I'll add a caveat here, people often do things repeatedly expecting a different result next time, and on occasion it's not what's being said but how it's said.
Then I would explore with my client a way of saying what they want to say more effectively.
So let me repeat, the sentiment behind a slogan may well have good intentions and still fail; if so, functionally, it becomes a poor slogan.
Then, assuming you want to create understanding, when confronted by answers you don't like, or cause you to become angry, instead of challenging the statement, ask them to help you understand their answer.
If your response includes any of these assumptions:
They're not arguing
in good faith; They have ill intent; This is not up for discussion (it
has all been discussed before, their views are wrong); or you label them
with a slur such as racist, or fascist.
Stop. All that has happened is that the slogans has generated negative feedback. When a slogan generates negative feedback, a reappraisal is required.
You have to ask yourself is that what you want? Keep it SMART and remember KISS:
Specific. Keep
Measurable It
Achievable Short and
Realistic Simple.
Time frame.
This post is an example of me asking people to help me understand what benefit is there from making well intentioned statements that generate conflict.

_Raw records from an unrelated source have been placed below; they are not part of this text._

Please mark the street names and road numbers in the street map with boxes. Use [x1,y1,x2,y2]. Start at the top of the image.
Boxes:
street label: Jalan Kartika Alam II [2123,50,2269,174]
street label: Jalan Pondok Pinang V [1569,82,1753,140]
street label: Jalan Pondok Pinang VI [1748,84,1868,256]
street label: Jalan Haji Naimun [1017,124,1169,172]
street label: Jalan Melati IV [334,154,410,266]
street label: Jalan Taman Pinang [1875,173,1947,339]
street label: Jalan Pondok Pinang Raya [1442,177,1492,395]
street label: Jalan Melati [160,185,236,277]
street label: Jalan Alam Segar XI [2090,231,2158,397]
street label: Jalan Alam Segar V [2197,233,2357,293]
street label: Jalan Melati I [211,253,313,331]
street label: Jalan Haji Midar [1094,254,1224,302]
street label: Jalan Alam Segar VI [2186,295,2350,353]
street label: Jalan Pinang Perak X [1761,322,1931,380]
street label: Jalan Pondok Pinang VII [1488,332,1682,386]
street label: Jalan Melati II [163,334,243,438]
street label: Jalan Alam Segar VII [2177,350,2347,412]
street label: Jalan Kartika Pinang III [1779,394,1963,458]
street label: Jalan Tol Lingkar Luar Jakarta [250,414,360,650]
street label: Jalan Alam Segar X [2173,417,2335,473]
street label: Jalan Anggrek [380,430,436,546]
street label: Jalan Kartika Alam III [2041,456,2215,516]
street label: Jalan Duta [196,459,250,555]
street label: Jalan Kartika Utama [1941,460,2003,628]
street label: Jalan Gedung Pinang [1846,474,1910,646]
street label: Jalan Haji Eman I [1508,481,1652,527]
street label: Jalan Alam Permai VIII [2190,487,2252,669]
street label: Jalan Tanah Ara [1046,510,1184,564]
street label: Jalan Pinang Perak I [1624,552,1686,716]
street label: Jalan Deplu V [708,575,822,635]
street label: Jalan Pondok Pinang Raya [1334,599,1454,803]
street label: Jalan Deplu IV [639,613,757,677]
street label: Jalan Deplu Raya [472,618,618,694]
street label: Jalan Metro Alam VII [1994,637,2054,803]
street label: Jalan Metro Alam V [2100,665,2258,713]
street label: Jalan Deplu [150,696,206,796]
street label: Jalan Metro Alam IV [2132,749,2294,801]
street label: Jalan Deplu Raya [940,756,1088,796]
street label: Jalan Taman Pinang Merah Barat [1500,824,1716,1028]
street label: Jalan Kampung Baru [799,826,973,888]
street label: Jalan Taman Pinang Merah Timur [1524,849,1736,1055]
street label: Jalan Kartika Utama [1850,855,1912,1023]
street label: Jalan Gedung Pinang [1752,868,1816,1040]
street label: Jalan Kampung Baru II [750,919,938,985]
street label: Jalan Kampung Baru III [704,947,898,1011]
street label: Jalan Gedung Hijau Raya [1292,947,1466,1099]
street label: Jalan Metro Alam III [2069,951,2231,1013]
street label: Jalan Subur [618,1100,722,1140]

Understand that people's behaviours are in response to yours. Understanding them means taking feedback, and owning the responsibility for failure to communicate. If you wish to succeed, it starts with listening.
Remember my goal is to either to come to a common understanding or to agree to disagree in a polite and civil exchange.
I will listen to your feedback of this post because I take ownership of what I say.
Terms & Conditions Apply
You can't control what other people do. You are not responsible for other people's feelings. The best anybody can do... is be a positive influence.
Dwelling on the past injustices won't make things better. Accept what has happened and move forward.
TL;DR:
When confronting a statement be polite and civil. State what your issue is, what you want, and check with the other person that they've understood you.
Note: The title of this piece is an allusion to the fact that "free speech" doesn't mean you can shout "fire" in a crowded theatre, which should also provide context to why I labeled the current social media wars a "fire sale."